Look at those mouths...OM NOM NOM



The funniest part was when we were on our way back out, we see a giant nasty spider in its web, and then I hear Fumika’s husband say, “Oh, look, a snake,” in Japanese. It sounded very nonchalant, especially compared to the rest of our reactions once we saw it…oh goodness. Thankfully the park lady came out of the reception cabin-thing and said it wasn’t poisonous.
Then we parted ways and went home. I was super hungry again, but while we waited for dinner, the host dad got out his giant collection of pirated DVDs that he makes and stores (yup, you read that right) to find ones to copy and give me. I ended up getting a total of nine, but they’re Japanese with no subs, so we’ll see how that goes. But yeah, he’s a cool guy—he has a really broad taste in Japanese and Western movies, and we bonded over that. Finally we ate kimchi nabe (nah-bay) for dinner! It was a delicious hotpot of veggies, seafood and tofu simmered in a big pot of kimchi-flavored sauce.



The next morning, Sunday, the dad Hajime was actually available, so we went chestnut-picking! Well, more like searching the ground for chestnuts and shaking them from the two trees and peeling open the bristly shells with gloves. Reminds me of home since we have a chestnut tree (and I live on Chestnut Avenue), but usually my mom just gets the chestnuts.
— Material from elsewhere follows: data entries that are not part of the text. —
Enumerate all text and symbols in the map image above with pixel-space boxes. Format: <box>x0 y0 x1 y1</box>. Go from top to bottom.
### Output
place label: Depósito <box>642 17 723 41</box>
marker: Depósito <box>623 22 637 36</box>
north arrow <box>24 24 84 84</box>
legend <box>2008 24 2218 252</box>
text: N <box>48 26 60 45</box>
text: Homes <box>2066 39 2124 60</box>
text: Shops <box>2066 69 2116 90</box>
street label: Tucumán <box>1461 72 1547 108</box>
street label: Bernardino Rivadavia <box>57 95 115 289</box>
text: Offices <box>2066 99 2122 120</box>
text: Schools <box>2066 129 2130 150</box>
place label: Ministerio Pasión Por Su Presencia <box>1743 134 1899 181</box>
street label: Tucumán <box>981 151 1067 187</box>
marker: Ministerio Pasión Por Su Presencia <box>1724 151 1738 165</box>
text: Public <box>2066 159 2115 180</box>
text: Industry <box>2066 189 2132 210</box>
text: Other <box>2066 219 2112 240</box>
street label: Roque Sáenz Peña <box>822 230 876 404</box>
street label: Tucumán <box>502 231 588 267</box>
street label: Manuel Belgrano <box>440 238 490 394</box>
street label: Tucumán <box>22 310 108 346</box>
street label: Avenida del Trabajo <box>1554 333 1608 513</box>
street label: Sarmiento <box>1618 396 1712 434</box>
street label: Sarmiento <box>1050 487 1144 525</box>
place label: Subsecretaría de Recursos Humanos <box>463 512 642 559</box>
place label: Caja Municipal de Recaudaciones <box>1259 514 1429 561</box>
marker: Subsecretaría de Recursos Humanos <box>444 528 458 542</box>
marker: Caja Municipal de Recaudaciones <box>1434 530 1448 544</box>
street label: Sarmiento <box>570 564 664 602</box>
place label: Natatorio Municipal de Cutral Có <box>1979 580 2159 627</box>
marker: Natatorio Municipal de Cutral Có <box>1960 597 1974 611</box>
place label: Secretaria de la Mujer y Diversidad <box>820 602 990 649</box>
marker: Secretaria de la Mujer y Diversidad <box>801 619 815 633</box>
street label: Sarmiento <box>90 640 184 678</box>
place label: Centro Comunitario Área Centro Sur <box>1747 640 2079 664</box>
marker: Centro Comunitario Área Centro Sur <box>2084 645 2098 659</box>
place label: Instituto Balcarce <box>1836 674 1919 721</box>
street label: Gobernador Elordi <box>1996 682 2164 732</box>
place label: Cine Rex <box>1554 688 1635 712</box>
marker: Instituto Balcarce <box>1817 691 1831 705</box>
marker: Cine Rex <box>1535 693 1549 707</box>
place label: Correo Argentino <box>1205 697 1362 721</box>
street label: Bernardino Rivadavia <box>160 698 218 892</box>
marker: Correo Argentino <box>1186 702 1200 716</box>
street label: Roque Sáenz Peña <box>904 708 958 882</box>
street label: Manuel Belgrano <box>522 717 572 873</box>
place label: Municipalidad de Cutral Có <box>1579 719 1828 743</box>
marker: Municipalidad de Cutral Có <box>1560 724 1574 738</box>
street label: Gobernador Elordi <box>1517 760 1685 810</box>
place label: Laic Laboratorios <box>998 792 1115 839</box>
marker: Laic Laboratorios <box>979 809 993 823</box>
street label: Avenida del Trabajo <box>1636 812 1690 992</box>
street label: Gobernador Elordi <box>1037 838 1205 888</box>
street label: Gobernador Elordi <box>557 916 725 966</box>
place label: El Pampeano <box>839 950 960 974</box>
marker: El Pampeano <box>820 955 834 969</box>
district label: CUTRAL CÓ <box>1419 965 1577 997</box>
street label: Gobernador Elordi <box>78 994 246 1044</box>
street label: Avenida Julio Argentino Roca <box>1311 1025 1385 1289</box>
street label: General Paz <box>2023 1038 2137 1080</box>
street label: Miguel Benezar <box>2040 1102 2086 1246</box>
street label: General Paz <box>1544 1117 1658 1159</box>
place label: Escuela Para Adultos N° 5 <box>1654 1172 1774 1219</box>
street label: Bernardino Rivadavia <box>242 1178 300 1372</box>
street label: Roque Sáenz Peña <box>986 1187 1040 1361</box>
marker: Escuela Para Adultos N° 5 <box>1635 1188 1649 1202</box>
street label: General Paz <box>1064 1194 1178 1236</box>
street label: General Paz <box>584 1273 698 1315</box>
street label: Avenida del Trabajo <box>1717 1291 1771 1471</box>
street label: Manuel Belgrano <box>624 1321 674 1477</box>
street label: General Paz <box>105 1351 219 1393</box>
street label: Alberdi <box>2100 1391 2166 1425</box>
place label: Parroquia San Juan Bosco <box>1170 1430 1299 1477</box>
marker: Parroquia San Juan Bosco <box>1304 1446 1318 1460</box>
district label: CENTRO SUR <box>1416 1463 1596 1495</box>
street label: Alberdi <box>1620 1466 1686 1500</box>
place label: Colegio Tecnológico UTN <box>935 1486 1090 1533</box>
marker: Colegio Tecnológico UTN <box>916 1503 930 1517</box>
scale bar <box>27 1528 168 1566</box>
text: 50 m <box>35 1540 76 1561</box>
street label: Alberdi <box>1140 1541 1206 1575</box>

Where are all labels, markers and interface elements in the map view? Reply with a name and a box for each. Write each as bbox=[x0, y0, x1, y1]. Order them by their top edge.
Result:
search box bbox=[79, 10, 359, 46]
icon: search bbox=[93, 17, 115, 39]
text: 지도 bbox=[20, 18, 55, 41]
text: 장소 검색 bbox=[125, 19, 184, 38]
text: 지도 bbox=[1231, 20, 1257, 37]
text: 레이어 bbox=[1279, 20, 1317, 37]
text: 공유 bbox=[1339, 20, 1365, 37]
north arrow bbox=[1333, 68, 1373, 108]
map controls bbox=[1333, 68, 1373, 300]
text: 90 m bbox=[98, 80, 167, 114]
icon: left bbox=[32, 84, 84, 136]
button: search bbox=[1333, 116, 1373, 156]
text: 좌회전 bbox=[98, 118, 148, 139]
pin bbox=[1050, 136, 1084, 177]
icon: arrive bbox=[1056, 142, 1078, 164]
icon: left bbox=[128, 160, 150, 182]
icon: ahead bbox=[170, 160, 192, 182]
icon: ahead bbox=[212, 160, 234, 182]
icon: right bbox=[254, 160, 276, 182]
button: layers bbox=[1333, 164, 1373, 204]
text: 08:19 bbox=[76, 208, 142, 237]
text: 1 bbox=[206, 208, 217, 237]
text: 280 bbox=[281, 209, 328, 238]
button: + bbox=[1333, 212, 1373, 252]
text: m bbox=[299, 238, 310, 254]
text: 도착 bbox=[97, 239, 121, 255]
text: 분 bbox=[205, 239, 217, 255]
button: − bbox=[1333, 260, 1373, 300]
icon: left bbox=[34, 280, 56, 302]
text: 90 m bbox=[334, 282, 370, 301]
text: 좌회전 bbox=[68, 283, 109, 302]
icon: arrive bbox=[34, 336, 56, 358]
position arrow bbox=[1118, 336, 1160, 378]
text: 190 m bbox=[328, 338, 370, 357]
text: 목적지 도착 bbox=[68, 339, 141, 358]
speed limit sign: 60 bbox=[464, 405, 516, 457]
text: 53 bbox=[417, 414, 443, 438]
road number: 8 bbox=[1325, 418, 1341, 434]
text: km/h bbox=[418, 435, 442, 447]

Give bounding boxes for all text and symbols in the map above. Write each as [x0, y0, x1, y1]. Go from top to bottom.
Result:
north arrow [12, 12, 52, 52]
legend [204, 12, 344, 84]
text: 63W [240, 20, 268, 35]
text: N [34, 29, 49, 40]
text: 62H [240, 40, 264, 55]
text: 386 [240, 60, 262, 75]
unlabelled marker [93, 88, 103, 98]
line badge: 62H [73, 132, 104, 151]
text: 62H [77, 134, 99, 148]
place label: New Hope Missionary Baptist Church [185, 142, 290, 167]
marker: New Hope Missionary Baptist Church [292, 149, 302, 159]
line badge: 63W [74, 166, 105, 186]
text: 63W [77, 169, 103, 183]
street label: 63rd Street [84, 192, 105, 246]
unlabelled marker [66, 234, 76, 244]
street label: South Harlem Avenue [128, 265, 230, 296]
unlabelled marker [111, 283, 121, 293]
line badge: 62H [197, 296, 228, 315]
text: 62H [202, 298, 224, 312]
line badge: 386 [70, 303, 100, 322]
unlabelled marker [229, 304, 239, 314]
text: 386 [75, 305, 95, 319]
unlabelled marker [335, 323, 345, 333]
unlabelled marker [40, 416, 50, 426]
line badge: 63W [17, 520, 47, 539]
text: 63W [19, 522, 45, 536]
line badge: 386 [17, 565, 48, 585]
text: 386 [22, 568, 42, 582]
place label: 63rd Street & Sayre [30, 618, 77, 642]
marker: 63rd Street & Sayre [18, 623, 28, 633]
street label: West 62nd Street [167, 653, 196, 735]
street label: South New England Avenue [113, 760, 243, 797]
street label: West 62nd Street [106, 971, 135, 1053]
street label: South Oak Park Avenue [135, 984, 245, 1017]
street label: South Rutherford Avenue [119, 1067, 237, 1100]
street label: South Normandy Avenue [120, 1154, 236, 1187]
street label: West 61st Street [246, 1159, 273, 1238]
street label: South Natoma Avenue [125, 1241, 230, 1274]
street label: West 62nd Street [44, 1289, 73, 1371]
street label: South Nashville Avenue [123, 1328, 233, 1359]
This time, it was a three-person team, yaaay!
Host dad in the tree and host mom below for max efficiency!



Then we drove back though the pretty countryside, which felt like Colorado, the Appalachians in western Maryland, and Canada all at once. Back in town, we stopped at the field of “cosmos” flowers, the local specialty. It was just my host mom and I, since Mr. Tsuji was tired and had to rest in the car. The flowers weren’t all blooming since it was a bit early—they’re best in mid-October. The trip could’ve been timed better, but oh well, the flowers were still pretty.






Back at home we had okonomiyaki for lunch (my fourth time since arriving, but it’s cool), which is hard to describe: just read here. Anyway, it was yummy and ridiculously huge, or at least the second one was—good thing my host parents split it, or else someone’s stomach would burst.

Hard to gauge the size, but look at the receipt on the right for reference!
Then it was time to say goodbye to the pets, grab my stuff and take a family picture in front of the house. We ended up being a little late to the gathering spot at the cultural center, but at least I got more time with them? So it was a solemn goodbye, but we all kept waving out the window of the bus at the hosts as we pulled out of the lot.
Hehe, I'm taller than them. Also, Hana the dog was a cutie-pie





Conclusion: I think we’re all gonna miss the countryside. I know if I go to Hiroshima, which is a little further west, I’m definitely stopping in Hokubou town on the way there or back. And my host mom is coming to Kyoto in November, so we can meet then! Woohooo. (Hopefully my host dad will still have his job then…ehehe.)